Em Portugal, os centros comerciais estão de boa saúde e recomendam-se. Apesar de terem atingido a maturidade, não se prevendo nenhum novo projeto com dimensão para os próximos anos, estão a saber reinventar-se, antecipando tendências e criando uma relação de maior envolvimento com os visitantes.



Ao contrário daquilo que está a acontecer nos Estados Unidos, onde se têm verificado o encerramento de diversas superfícies, em Portugal, os centros comerciais estão de pedra e cal e prometem atrair ainda mais visitantes. A recente expansão e remodelação dos diversos espaços, com uma nova oferta de lojas, serviços, praças de restauração, espaços de lazer e experiências são exemplos disso mesmo.
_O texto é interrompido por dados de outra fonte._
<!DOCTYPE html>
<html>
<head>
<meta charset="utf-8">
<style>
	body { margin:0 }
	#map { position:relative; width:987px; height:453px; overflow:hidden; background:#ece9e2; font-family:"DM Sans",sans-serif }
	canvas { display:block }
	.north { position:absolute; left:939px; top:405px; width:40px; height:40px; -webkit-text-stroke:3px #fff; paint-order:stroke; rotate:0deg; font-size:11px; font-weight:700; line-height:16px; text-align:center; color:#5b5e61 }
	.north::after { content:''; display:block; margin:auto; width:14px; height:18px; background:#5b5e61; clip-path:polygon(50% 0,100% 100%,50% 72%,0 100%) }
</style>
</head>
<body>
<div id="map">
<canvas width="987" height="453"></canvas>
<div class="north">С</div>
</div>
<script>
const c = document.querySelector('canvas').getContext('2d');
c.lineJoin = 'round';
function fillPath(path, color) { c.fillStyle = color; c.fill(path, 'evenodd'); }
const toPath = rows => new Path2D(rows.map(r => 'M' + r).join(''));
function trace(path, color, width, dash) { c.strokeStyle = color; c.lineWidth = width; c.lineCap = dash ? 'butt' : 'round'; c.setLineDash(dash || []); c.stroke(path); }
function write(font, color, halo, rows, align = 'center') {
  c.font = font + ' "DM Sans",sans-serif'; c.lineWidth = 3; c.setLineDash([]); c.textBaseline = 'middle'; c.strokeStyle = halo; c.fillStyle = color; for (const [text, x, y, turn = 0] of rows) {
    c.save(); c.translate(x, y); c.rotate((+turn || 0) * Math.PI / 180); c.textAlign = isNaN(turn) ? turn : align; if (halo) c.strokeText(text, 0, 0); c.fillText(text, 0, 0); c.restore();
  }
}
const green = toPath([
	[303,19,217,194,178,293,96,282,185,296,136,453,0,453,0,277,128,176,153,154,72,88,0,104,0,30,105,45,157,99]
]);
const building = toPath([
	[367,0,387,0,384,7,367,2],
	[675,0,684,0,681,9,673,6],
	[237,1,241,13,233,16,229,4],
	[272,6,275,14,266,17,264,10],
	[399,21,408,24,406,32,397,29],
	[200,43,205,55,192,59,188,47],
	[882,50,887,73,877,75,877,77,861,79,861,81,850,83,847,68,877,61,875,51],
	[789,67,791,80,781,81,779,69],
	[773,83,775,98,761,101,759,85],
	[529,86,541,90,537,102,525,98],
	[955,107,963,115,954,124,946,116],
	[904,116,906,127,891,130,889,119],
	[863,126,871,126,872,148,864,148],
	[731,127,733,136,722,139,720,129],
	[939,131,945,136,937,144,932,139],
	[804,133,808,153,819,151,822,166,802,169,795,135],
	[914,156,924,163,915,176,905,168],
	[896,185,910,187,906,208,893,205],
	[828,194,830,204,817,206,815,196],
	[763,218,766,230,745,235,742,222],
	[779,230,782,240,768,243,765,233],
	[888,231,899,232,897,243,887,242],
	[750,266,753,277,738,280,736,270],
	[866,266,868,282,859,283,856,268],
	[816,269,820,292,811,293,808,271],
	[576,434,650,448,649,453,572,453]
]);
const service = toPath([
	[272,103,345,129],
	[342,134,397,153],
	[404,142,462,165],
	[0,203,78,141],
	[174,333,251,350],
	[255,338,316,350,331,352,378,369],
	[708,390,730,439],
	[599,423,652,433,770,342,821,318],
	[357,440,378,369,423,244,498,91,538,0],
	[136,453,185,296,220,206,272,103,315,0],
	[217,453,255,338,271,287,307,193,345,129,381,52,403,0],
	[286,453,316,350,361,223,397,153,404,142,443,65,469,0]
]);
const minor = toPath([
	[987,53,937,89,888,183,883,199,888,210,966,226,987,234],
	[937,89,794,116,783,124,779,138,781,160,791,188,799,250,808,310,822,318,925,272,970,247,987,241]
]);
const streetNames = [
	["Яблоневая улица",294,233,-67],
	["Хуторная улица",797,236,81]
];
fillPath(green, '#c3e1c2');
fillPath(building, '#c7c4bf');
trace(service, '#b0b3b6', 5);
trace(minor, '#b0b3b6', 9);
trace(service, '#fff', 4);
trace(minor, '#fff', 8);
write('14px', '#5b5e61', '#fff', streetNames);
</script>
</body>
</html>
Trata-se de uma nova geração de centros comerciais que pretendem, antes de mais, ir ao encontro das necessidades e das mais recentes tendências de consumo inteligente.

Em 2017, inauguraram-se em Portugalos últimos centros comerciais desta era. Segundo o estudo desenvolvido pela CBRE, Tendências do Mercado Imobiliário 2018, este ano irá continuar o processo de remodelação e/ou expansão de diversos centros comerciais em todo o território nacional, nomeadamente na restauração, combinando um estilo mais tradicional com novos conceitos de espaços gourmet, conferindo uma atmosfera de autenticidade aos ambientes. A renovação, o reposicionamento e as iniciativas de inovação – nomeadamente no que diz respeito a uma crescente integração do comércio eletrónico com o físico – vão marcar a atividade dos centros comerciais nos próximos anos.

De acordo com um estudo realizado pela CBRE Portugal, nos Estados Unidos da América, ao longo de 2017, foram muitos os centros comerciais que fecharam portas, apesar da conjuntura económica favorável. Estes encerramentos ficam a dever-se ao elevado número de centros comerciais daquele mercado, à sua antiguidade e incapacidade de se renovarem. Mas não só. Nos Estados Unidos o comércio eletrónico tem tido um crescimento exponencial ao longo da última década.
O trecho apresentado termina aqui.